━━━━━ RECORDS PROVIDED ━━━━━

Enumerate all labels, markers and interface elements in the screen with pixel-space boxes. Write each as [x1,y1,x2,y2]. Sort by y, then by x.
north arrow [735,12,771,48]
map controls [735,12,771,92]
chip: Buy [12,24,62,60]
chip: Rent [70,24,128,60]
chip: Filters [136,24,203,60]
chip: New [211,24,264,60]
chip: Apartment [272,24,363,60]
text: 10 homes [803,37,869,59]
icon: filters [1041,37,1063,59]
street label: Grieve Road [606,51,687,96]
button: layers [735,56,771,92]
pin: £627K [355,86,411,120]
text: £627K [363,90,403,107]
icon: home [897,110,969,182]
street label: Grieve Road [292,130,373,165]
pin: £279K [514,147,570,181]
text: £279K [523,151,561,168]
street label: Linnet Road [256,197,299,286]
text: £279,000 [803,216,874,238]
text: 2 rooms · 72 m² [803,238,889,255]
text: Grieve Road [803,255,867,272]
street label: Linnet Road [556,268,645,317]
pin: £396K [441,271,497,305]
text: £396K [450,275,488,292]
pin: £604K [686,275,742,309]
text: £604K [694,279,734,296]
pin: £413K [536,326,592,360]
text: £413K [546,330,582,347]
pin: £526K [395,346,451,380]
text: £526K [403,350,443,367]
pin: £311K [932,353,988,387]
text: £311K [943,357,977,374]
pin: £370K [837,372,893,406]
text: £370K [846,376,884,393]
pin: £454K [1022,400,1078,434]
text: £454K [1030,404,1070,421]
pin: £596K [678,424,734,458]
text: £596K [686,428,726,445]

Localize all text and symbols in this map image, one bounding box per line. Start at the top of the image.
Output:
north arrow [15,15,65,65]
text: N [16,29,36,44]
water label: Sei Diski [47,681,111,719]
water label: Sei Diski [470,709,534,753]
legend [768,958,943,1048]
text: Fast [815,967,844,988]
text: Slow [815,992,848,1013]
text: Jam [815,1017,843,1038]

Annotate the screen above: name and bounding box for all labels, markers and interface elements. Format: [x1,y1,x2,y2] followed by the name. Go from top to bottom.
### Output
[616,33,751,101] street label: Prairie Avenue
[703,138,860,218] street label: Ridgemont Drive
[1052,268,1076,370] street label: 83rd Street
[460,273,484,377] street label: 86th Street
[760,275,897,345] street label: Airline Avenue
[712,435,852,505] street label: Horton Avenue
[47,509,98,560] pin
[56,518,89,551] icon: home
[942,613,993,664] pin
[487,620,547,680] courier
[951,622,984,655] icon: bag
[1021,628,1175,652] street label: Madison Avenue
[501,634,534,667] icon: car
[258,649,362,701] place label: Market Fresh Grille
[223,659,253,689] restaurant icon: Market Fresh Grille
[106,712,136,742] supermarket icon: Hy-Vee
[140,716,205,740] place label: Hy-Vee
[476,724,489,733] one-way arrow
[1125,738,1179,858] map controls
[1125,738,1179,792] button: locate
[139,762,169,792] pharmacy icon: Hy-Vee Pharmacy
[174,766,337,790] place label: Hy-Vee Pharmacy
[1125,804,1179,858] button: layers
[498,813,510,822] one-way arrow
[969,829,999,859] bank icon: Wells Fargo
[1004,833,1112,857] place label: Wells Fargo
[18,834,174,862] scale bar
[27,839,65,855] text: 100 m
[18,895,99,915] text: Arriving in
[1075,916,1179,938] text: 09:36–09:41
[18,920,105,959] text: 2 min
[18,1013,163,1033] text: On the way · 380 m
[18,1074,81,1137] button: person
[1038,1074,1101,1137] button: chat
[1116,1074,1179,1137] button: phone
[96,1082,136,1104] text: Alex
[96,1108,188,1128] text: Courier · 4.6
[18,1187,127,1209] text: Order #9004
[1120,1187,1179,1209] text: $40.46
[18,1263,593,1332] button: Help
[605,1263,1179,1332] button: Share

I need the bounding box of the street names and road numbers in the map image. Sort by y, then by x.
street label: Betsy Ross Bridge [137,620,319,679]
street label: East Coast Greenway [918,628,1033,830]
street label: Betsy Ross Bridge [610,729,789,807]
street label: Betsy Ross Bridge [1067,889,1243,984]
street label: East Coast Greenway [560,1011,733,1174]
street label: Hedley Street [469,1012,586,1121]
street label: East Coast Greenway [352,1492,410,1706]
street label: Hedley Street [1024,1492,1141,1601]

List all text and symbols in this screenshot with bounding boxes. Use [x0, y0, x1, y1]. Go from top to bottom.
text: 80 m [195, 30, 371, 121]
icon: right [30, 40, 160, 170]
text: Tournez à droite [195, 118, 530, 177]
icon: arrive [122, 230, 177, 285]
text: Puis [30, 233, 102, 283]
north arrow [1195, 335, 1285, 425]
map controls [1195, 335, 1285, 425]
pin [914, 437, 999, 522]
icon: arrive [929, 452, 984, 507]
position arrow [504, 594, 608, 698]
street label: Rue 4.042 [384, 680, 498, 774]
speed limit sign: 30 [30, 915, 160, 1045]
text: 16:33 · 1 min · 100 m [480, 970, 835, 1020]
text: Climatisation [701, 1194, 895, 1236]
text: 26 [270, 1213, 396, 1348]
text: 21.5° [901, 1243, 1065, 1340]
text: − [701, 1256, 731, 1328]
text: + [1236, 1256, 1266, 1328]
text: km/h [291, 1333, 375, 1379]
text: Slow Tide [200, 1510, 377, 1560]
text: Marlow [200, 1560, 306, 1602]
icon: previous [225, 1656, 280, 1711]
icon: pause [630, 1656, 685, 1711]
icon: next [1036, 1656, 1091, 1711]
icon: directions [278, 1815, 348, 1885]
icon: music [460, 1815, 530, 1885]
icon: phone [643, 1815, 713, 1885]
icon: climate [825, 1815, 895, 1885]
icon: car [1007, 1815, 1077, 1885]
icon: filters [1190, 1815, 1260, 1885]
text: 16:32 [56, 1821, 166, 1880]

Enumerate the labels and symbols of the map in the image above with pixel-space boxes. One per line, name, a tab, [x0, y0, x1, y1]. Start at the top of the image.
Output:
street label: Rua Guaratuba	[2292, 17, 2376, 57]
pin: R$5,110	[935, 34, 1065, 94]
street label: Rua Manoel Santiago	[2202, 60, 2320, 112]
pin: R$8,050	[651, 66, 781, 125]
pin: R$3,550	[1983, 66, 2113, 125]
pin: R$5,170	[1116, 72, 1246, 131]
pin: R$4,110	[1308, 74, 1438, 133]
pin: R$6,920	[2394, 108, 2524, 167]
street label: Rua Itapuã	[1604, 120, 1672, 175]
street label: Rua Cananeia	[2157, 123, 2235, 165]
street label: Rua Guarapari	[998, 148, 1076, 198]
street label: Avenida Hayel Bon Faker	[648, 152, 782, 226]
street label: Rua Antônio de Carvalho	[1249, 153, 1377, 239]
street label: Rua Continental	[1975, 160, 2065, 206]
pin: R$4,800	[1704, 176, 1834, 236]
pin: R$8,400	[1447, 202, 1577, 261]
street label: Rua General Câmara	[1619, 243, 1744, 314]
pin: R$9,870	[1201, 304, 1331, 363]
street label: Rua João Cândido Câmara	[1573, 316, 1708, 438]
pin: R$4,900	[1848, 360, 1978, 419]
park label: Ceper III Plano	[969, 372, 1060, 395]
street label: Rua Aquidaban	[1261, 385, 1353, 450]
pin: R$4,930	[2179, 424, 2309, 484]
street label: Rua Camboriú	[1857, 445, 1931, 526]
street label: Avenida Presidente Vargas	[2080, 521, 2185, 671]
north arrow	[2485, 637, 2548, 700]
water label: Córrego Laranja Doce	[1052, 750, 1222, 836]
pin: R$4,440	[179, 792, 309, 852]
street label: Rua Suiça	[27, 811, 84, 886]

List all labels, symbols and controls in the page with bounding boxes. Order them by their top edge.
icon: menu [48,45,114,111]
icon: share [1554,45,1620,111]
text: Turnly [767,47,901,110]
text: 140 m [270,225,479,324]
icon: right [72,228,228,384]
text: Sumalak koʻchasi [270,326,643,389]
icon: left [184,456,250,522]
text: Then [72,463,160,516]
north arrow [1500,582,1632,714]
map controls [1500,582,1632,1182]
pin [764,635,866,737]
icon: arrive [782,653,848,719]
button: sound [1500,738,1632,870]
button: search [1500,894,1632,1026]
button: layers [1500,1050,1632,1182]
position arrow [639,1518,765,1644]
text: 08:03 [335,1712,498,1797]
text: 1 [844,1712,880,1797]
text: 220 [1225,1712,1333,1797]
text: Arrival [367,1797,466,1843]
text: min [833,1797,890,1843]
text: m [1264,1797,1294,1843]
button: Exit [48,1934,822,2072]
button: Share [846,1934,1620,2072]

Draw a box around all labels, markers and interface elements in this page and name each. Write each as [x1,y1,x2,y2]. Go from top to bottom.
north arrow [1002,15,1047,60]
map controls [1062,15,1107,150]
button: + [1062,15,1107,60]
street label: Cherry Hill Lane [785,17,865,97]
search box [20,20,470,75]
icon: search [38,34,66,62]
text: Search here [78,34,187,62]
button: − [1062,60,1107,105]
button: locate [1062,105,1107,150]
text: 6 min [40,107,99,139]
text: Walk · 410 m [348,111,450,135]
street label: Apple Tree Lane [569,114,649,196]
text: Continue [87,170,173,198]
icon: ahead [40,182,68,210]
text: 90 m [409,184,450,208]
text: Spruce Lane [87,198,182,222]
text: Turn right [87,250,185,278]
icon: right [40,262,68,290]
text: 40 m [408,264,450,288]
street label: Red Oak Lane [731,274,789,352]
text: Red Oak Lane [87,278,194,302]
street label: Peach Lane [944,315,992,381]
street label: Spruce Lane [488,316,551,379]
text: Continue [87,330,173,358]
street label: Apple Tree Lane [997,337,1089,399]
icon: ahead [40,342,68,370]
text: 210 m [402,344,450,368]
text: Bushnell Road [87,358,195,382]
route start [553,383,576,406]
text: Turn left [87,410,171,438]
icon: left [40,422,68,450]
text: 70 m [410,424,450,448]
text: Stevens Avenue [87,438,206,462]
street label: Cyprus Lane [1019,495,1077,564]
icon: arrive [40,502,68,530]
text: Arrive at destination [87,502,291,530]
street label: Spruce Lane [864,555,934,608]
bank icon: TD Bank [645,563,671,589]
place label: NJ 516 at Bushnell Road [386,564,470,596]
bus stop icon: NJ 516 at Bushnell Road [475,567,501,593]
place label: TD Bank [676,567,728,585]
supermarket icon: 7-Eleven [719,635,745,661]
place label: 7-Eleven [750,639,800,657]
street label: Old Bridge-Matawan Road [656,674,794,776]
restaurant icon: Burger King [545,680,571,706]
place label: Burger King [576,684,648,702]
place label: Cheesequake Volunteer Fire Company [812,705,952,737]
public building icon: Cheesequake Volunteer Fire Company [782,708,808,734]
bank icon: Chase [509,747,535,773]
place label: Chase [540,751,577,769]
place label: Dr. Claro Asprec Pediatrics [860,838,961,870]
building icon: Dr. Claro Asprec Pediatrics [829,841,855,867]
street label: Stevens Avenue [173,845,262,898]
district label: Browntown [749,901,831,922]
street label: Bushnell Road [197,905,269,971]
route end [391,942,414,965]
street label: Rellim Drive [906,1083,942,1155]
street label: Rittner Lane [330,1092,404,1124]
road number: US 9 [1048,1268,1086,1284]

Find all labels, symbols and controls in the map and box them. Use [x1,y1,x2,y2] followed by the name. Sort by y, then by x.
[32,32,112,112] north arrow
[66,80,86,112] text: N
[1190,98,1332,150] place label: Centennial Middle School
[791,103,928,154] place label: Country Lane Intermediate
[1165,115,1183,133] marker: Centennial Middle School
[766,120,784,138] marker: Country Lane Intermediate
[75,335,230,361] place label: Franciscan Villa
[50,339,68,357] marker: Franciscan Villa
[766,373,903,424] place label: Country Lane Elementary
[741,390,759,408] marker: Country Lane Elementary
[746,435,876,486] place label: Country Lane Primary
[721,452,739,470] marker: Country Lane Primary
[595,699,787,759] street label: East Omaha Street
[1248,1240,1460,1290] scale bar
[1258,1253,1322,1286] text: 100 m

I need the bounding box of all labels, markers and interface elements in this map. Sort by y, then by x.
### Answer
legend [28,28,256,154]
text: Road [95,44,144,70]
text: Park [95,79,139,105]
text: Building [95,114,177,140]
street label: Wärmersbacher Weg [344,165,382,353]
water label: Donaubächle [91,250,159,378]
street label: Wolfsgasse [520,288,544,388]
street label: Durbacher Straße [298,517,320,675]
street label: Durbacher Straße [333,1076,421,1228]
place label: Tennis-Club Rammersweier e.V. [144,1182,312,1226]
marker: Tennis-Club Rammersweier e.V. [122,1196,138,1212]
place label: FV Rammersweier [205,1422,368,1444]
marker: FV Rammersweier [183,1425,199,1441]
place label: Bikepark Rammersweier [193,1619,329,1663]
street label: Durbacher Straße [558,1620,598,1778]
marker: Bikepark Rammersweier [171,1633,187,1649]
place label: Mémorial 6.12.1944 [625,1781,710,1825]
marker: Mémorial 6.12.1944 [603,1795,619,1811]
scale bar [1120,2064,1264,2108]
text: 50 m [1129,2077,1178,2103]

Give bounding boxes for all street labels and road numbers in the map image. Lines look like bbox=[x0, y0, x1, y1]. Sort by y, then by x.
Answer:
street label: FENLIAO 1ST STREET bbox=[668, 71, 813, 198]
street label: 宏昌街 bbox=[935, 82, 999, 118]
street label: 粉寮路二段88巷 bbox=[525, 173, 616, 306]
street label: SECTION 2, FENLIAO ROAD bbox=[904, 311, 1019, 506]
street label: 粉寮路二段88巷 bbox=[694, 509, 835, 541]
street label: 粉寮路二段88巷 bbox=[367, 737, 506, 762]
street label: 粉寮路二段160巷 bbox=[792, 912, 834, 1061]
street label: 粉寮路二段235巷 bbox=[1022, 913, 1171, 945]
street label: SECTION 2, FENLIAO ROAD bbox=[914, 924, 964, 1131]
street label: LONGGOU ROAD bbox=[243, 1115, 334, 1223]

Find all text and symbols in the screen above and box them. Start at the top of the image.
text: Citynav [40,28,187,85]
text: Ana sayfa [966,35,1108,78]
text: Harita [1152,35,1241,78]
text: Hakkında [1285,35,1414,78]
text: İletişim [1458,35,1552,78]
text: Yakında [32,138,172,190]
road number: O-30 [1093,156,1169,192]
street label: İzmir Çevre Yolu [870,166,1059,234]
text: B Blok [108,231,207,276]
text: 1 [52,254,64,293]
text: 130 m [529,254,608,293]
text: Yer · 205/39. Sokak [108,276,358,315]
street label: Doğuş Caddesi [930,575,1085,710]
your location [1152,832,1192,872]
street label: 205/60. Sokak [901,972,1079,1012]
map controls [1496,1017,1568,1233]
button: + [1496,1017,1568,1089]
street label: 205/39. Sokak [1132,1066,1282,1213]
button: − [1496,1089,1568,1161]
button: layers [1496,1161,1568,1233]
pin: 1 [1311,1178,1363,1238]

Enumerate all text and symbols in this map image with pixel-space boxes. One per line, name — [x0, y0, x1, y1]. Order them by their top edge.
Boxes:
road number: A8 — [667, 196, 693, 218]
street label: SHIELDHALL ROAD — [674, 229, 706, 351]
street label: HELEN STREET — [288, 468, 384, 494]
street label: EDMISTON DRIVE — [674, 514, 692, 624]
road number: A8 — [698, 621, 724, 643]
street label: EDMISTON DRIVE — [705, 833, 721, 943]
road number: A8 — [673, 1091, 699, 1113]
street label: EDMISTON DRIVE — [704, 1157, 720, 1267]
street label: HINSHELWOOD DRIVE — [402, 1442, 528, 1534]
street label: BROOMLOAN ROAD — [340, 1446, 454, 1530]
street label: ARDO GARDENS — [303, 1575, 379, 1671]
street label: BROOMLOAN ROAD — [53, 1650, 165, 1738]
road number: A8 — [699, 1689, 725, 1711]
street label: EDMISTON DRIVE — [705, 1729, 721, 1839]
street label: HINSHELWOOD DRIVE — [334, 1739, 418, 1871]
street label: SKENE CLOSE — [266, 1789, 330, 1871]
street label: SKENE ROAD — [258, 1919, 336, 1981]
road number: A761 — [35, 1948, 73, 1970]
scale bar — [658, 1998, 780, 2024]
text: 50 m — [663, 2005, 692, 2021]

━━━━━

ASSIGNMENT:
Print, without alteration, only the lines above between the one holding "Localize all text" and the one holding "Annotate the screen", inclusive.

ANSWER TO THIS TASK:
Localize all text and symbols in this map image, one bounding box per line. Start at the top of the image.
Output:
north arrow [15,15,65,65]
text: N [16,29,36,44]
water label: Sei Diski [47,681,111,719]
water label: Sei Diski [470,709,534,753]
legend [768,958,943,1048]
text: Fast [815,967,844,988]
text: Slow [815,992,848,1013]
text: Jam [815,1017,843,1038]

Annotate the screen above: name and bounding box for all labels, markers and interface elements. Format: [x1,y1,x2,y2] followed by the name. Go from top to bottom.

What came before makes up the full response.